[TASK TO COMPLETE] Restate exactly the lines of the entries below, beginning with the first and ending with the line that holds "width:14px; height:14px; translate:-50%". Pictures are not copied.

[SOURCE MATERIAL]
◇ ◇ ◇ ◇ ◇ ◇ ◇
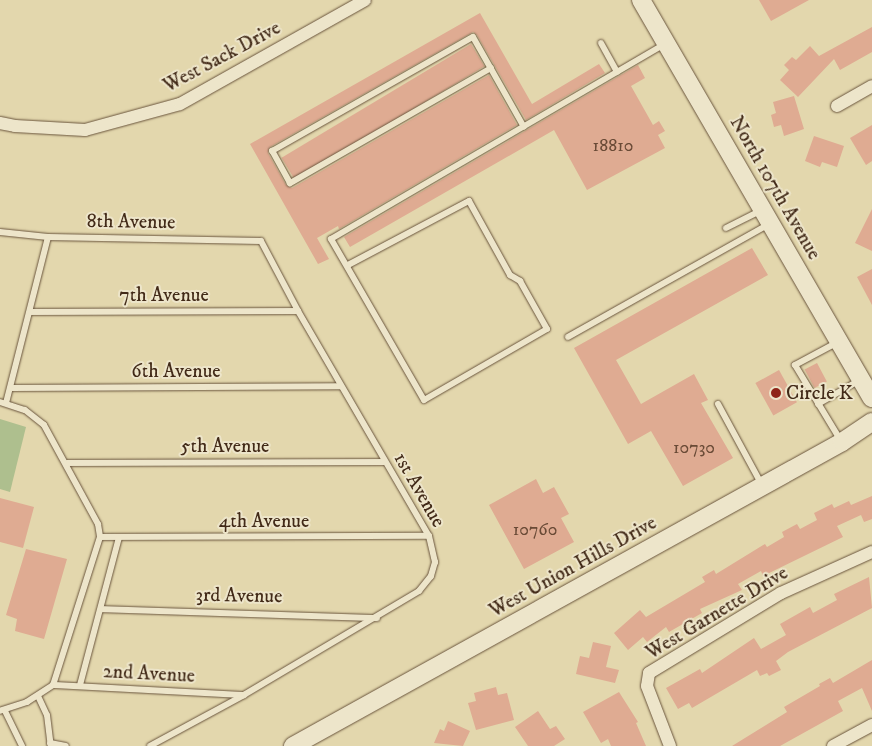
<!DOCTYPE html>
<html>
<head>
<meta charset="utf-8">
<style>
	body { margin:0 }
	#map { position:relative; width:872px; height:746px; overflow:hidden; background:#e3d7ad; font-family:"IM FELL DW Pica",serif }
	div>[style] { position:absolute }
	.green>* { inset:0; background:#aebf8e }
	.building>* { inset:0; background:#dfab92; transform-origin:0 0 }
	.roads { filter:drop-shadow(0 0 1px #6a553d) drop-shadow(0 0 1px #6a553d) }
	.service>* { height:6px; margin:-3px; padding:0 3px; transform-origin:3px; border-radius:3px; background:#ede5ca }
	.minor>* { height:12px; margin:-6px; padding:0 6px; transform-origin:6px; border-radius:6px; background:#ede5ca }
	.secondary>* { height:18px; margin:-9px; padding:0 9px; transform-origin:9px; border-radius:9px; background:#ede5ca }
	.dots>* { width:14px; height:14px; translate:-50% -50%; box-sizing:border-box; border:2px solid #ede5ca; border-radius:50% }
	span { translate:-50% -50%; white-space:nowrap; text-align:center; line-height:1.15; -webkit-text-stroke:4px #ede5ca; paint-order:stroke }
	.number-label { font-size:18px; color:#694a36 }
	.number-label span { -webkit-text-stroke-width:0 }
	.street-label { font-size:20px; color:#422a18 }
	.poi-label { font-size:20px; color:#422a18 }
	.left { translate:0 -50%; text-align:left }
</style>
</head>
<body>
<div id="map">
	<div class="green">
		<div style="clip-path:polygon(0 419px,26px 427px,10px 492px,0 489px)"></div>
	</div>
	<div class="building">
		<div style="clip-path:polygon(759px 0,809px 0,771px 21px)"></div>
		<div style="clip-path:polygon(480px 13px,532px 104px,599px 64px,605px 73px,526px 120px,477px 35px,473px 32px,270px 147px,268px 153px,286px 185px,292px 188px,489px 75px,517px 125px,339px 229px,338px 226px,317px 238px,329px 259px,318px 264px,250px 144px)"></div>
		<div style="clip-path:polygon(872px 27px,872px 52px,840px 70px,834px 59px,798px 97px,780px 80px,789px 70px,784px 65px,792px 57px,796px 60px,810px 46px,819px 56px)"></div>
		<div style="left:471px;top:44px;width:26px;height:221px;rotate:59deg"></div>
		<div style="clip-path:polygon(638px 65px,645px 78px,631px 86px,653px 125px,659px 121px,665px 131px,658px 135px,665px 148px,587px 190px,554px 130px,350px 247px,344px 237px)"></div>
		<div style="clip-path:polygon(794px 96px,804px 129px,784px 136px,781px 125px,774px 127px,771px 115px,776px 113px,773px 102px)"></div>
		<div style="clip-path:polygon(872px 125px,872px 161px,866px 165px,850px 138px)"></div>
		<div style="clip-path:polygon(814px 136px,844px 146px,837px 167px,822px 162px,820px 167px,805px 161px)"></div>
		<div style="clip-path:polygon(872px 209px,872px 251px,855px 243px)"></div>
		<div style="clip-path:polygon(752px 248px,768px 275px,616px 360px,641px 404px,694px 374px,708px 400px,701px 403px,733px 458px,683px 486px,651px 431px,628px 444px,574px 348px)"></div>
		<div style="clip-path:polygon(872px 269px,872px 305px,857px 277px)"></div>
		<div style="left:817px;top:363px;width:21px;height:14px;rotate:62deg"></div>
		<div style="left:779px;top:370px;width:37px;height:27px;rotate:61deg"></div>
		<div style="clip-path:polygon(536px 479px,543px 493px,554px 487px,569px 514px,561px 518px,574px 542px,524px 569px,489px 505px)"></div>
		<div style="clip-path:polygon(872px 496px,872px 519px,864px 522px,861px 515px,837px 526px,843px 537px,763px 576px,761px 571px,738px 584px,742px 590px,700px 609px,702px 613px,669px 632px,666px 627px,647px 642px,643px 637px,628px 650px,614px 633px,640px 610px,646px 617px,705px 582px,702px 577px,714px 570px,716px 574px,765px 544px,767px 547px,784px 537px,782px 532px,797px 524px,800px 529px,817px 520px,814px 513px,832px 504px,834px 508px,849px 501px,851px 505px)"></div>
		<div style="clip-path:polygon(0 498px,34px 507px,23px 548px,0 542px)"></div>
		<div style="clip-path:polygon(26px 549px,67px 559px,44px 639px,15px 631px,17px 619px,6px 615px)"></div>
		<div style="clip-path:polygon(869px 577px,872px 608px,788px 652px,776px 661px,781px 670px,769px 676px,767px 673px,760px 676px,757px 670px,692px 708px,689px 703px,678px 709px,666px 688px,700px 669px,702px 673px,754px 638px,761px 649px,786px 635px,780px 624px,810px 607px,813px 613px,837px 600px,834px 594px)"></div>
		<div style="clip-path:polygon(593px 642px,611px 646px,606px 667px,619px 670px,615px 683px,576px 674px,580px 656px,589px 658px)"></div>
		<div style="clip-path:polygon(872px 660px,872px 711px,862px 688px,838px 701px,843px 711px,780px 746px,732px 746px,787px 712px,784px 707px,820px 686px,819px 684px,830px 678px,833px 683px)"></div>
		<div style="clip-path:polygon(496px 687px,498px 695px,507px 693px,514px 720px,476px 730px,468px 703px,476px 701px,474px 693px)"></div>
		<div style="clip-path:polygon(619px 692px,638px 722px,636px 723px,646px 746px,611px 746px,608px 739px,601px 743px,583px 712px)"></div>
		<div style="clip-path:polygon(538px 711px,550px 729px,556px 726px,565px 739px,554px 746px,528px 746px,515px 727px)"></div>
		<div style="clip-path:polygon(448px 721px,470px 731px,463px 746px,434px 743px,440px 729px,444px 731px)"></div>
	</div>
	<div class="roads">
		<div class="service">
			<div style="left:601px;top:43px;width:33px;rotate:61deg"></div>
			<div style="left:491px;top:68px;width:232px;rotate:150.2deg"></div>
			<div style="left:290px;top:183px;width:37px;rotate:-119deg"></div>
			<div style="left:272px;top:151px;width:231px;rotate:-29.6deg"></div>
			<div style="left:473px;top:37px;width:103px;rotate:60.5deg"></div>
			<div style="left:726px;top:228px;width:40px;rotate:-26.6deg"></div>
			<div style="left:0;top:232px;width:48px;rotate:5.9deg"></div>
			<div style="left:48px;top:237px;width:213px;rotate:1.1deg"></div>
			<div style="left:261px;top:241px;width:79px;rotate:62.1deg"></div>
			<div style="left:298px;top:311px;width:260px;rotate:59.8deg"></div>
			<div style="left:429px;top:536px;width:27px;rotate:77deg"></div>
			<div style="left:435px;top:562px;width:15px;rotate:106deg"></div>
			<div style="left:431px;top:576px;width:19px;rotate:129deg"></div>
			<div style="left:419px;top:591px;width:204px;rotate:149.3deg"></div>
			<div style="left:244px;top:695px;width:107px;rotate:151.5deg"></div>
			<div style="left:348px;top:265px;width:137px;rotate:-27.9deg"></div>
			<div style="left:469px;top:201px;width:85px;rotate:61deg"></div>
			<div style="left:510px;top:275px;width:12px;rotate:31deg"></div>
			<div style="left:520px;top:281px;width:55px;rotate:60.6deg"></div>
			<div style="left:547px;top:329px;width:142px;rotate:150deg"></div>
			<div style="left:424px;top:400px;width:186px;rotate:-120deg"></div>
			<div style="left:331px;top:239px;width:387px;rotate:-30.3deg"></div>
			<div style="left:30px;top:312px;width:268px;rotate:-0.2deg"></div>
			<div style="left:568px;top:337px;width:231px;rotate:-29.3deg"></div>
			<div style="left:838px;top:342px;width:49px;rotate:151.9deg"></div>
			<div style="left:795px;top:365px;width:89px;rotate:58.8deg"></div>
			<div style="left:11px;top:388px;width:330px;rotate:-0.3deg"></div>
			<div style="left:0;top:402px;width:26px;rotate:18deg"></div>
			<div style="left:25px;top:410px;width:24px;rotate:38deg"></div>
			<div style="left:44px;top:425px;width:113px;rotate:61.4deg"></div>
			<div style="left:98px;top:524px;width:13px;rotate:81deg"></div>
			<div style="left:100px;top:537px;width:155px;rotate:107.6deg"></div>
			<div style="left:53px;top:685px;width:31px;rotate:147deg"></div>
			<div style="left:27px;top:702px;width:28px;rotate:162deg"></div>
			<div style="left:6px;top:403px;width:171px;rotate:-75.8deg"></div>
			<div style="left:718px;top:404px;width:92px;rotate:61.5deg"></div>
			<div style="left:818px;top:404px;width:48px;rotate:-29.7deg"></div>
			<div style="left:67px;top:463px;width:317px;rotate:-0.2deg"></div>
			<div style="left:100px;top:537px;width:329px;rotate:-0.2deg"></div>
			<div style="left:101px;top:609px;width:276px;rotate:1.9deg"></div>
			<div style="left:53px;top:685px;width:191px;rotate:3deg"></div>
			<div style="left:80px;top:685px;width:153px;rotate:-75.2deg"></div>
			<div style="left:38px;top:696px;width:21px;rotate:65deg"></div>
			<div style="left:47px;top:715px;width:31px;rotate:83deg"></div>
			<div style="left:5px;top:711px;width:39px;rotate:64deg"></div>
			<div style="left:50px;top:743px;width:16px;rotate:11deg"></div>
		</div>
		<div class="minor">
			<div style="left:837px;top:106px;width:40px;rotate:-29.7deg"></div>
			<div style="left:0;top:123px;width:15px;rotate:11deg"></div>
			<div style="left:15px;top:126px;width:70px;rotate:3.3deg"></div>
			<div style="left:85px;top:130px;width:98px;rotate:-15.3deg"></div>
			<div style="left:180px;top:104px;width:212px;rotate:-29.3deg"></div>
			<div style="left:670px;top:746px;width:64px;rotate:-111deg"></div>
			<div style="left:647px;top:686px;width:13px;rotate:-81deg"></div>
			<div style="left:649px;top:673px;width:154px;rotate:-31.2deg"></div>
			<div style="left:781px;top:593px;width:100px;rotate:-24.3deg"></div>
			<div style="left:833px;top:746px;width:44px;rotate:-28.3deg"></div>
		</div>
		<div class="secondary">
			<div style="left:641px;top:0;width:460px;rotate:59.9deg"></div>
			<div style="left:293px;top:746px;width:628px;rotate:-28.97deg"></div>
			<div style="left:842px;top:442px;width:36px;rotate:-34deg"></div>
		</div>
	</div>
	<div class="dots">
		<div style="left:776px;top:393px;background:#8f2418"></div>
	</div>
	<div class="number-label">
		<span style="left:613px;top:146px">18810</span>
		<span style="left:694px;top:448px">10730</span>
		<span style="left:535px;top:530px">10760</span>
	</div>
	<div class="street-label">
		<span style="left:222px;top:57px;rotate:-28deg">West Sack Drive</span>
		<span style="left:775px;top:188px;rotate:60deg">North 107th Avenue</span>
		<span style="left:131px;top:222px;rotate:1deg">8th Avenue</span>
		<span style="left:164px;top:295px">7th Avenue</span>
		<span style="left:176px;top:371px">6th Avenue</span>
		<span style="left:225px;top:446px">5th Avenue</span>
		<span style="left:419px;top:490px;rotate:60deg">1st Avenue</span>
		<span style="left:264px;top:521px">4th Avenue</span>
		<span style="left:573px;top:567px;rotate:-29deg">West Union Hills Drive</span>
		<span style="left:239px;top:596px;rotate:1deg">3rd Avenue</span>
		<span style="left:717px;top:613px;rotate:-31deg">West Garnette Drive</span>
		<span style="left:149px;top:674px;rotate:3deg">2nd Avenue</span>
	</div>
	<div class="poi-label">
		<span class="left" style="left:786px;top:393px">Circle K</span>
	</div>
</div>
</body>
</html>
◇ ◇ ◇ ◇ ◇ ◇ ◇
[OUTPUT FOR THIS EXERCISE]
<!DOCTYPE html>
<html>
<head>
<meta charset="utf-8">
<style>
	body { margin:0 }
	#map { position:relative; width:872px; height:746px; overflow:hidden; background:#e3d7ad; font-family:"IM FELL DW Pica",serif }
	div>[style] { position:absolute }
	.green>* { inset:0; background:#aebf8e }
	.building>* { inset:0; background:#dfab92; transform-origin:0 0 }
	.roads { filter:drop-shadow(0 0 1px #6a553d) drop-shadow(0 0 1px #6a553d) }
	.service>* { height:6px; margin:-3px; padding:0 3px; transform-origin:3px; border-radius:3px; background:#ede5ca }
	.minor>* { height:12px; margin:-6px; padding:0 6px; transform-origin:6px; border-radius:6px; background:#ede5ca }
	.secondary>* { height:18px; margin:-9px; padding:0 9px; transform-origin:9px; border-radius:9px; background:#ede5ca }
	.dots>* { width:14px; height:14px; translate:-50% -50%; box-sizing:border-box; border:2px solid #ede5ca; border-radius:50% }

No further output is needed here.